La confusion de ces deux êtres, qui l’avait si fort troublé le soir de leur promenade dans le parc de Roncières, recommençait en sa mémoire dès que, cessant de réfléchir et de raisonner, il les évoquait et s’efforçait de comprendre quelle émotion bizarre remuait sa chair. Il se disait : « Voyons, ai-je pour Annette plus de tendresse qu’il ne convient ? » Alors, fouillant son cœur, il le sentait brûlant d’affection pour une femme toute jeune, qui avait tous les traits d’Annette, mais qui n’était pas elle. Et il se rassurait lâchement en songeant : « Non, je n’aime pas la petite, je suis la victime de sa ressemblance. »

Cependant, les deux jours passés à Roncières restaient en son âme comme une source de chaleur, de bonheur, d’enivrement ; et les moindres détails lui revenaient un à un, précis, plus savoureux qu’à l’heure même.

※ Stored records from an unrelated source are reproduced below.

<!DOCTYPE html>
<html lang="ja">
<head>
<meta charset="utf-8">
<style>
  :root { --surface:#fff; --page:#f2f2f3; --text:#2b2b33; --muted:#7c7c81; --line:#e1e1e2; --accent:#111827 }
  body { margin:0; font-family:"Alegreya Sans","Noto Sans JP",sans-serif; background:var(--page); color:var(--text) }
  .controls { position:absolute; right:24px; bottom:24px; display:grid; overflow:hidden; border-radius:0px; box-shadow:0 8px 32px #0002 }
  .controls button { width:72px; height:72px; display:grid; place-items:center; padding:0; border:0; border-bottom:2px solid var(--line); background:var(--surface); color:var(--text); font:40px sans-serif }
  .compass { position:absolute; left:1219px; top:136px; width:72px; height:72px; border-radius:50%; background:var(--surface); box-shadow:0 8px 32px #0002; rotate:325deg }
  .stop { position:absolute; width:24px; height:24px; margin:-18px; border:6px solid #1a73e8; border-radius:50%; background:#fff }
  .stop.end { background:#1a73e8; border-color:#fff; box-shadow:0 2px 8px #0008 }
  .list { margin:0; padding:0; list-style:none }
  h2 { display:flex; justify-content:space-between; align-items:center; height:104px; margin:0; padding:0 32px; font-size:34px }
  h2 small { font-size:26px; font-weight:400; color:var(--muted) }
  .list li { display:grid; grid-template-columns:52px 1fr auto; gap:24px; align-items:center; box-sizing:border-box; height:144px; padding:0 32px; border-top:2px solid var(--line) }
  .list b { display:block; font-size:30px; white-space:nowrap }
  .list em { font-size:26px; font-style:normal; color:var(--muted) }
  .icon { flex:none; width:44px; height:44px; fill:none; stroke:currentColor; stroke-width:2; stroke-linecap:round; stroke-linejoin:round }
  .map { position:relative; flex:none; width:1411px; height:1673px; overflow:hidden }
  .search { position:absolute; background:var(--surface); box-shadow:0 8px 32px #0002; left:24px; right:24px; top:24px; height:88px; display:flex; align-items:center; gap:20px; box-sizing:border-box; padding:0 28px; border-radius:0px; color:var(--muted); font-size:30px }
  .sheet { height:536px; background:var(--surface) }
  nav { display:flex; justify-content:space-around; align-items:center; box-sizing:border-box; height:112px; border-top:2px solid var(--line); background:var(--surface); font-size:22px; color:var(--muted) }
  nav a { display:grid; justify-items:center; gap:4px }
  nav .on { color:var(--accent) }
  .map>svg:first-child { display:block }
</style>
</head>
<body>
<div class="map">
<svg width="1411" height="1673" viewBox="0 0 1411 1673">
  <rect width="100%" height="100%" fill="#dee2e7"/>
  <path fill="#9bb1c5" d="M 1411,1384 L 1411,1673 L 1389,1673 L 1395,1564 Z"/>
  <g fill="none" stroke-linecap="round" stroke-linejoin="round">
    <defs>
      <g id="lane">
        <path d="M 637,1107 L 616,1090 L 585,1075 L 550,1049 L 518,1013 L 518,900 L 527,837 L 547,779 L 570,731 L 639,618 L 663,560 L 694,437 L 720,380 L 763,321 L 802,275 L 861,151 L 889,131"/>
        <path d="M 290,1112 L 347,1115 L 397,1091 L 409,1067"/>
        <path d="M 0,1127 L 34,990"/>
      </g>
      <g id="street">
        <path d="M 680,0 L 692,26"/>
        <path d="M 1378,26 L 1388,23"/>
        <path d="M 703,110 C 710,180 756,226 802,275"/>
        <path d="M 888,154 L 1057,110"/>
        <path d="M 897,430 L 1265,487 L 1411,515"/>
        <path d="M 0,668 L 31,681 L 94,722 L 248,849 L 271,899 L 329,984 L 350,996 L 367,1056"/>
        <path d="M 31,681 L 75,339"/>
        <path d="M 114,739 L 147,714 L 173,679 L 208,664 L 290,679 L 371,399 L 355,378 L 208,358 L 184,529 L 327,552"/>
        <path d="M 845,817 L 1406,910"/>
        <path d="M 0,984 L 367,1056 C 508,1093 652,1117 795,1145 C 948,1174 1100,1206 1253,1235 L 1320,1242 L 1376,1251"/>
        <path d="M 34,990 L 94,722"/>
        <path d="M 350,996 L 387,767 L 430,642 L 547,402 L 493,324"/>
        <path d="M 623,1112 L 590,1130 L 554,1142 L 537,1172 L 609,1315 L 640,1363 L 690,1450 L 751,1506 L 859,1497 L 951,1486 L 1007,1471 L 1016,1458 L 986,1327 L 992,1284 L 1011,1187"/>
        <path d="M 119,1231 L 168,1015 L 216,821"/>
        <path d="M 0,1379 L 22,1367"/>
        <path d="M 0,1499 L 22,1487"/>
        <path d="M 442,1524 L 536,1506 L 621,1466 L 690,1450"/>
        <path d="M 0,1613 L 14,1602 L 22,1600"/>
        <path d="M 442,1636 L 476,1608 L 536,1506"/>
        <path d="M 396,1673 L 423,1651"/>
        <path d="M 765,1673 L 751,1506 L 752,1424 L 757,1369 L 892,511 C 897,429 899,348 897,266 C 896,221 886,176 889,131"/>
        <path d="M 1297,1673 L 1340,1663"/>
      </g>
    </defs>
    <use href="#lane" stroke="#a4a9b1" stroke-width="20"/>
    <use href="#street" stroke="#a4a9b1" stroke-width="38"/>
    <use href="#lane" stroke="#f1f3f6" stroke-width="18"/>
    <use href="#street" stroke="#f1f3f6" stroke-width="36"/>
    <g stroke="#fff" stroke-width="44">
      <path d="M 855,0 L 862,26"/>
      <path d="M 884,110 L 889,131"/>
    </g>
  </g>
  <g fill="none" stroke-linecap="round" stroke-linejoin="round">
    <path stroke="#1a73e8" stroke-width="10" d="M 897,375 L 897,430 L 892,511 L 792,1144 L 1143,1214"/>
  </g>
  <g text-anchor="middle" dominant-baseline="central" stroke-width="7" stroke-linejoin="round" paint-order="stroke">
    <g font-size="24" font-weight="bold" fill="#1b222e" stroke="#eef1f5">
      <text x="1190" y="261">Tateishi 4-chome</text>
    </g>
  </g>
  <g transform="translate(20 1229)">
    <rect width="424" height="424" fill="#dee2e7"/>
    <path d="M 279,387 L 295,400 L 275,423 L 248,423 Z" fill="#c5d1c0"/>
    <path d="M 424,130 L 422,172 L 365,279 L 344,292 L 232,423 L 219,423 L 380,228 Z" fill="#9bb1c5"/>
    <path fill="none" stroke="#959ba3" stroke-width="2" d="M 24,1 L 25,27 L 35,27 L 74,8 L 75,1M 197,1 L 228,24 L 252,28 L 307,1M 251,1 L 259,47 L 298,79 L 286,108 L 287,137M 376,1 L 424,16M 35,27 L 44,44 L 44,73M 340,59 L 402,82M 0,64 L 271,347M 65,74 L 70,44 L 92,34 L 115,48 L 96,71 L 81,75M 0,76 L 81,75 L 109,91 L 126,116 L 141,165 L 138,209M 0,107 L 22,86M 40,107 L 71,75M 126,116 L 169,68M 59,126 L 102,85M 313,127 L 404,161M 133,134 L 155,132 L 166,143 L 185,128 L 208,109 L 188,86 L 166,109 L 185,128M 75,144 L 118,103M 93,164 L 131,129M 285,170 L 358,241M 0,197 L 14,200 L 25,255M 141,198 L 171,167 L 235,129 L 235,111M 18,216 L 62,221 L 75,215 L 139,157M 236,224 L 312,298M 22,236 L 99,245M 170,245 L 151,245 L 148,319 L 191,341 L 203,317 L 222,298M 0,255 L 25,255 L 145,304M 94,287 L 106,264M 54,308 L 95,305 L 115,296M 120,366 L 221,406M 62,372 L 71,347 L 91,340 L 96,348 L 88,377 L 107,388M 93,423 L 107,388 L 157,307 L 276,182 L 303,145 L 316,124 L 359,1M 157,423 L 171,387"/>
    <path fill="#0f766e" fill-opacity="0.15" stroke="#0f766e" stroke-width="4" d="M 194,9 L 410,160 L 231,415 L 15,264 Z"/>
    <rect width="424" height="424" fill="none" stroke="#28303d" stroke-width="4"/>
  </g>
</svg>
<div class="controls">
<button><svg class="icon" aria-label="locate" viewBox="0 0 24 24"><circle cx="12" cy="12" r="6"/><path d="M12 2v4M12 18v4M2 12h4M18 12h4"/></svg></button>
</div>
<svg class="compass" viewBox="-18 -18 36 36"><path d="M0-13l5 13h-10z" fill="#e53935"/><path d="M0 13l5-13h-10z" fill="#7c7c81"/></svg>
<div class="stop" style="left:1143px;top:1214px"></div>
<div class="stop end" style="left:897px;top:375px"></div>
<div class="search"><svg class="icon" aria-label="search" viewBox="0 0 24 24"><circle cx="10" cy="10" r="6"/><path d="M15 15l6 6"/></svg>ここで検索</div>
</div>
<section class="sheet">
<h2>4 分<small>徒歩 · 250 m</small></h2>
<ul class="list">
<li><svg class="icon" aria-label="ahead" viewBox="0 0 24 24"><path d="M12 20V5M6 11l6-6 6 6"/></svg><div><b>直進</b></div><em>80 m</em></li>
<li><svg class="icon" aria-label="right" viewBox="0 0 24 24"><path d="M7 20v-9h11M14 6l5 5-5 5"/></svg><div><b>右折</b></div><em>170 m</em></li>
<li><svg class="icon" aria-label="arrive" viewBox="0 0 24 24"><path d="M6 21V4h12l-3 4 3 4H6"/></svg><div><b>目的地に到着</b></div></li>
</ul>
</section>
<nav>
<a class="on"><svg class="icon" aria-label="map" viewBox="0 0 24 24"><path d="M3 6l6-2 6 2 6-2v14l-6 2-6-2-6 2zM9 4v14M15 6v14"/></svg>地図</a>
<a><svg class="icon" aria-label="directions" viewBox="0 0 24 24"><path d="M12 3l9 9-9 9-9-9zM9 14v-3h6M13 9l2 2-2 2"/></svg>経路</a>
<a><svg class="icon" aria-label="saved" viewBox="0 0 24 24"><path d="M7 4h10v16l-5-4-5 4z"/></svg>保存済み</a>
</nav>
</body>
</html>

Tout à coup, en suivant le cours de ses ressouvenirs, il revit le chemin qu’ils suivaient en sortant du cimetière, les cueillettes de fleurs de la jeune fille, et il se rappela brusquement lui avoir promis un bluet en saphirs dès leur retour à Paris.

Toutes ses résolutions s’envolèrent, et, sans plus lutter, il prit son chapeau et sortit, tout ému par la pensée du plaisir qu’il lui ferait.

Le valet de pied des Guilleroy lui répondit, quand il se présenta :

— Madame est sortie, mais Mademoiselle est ici.

Il ressentit une joie vive.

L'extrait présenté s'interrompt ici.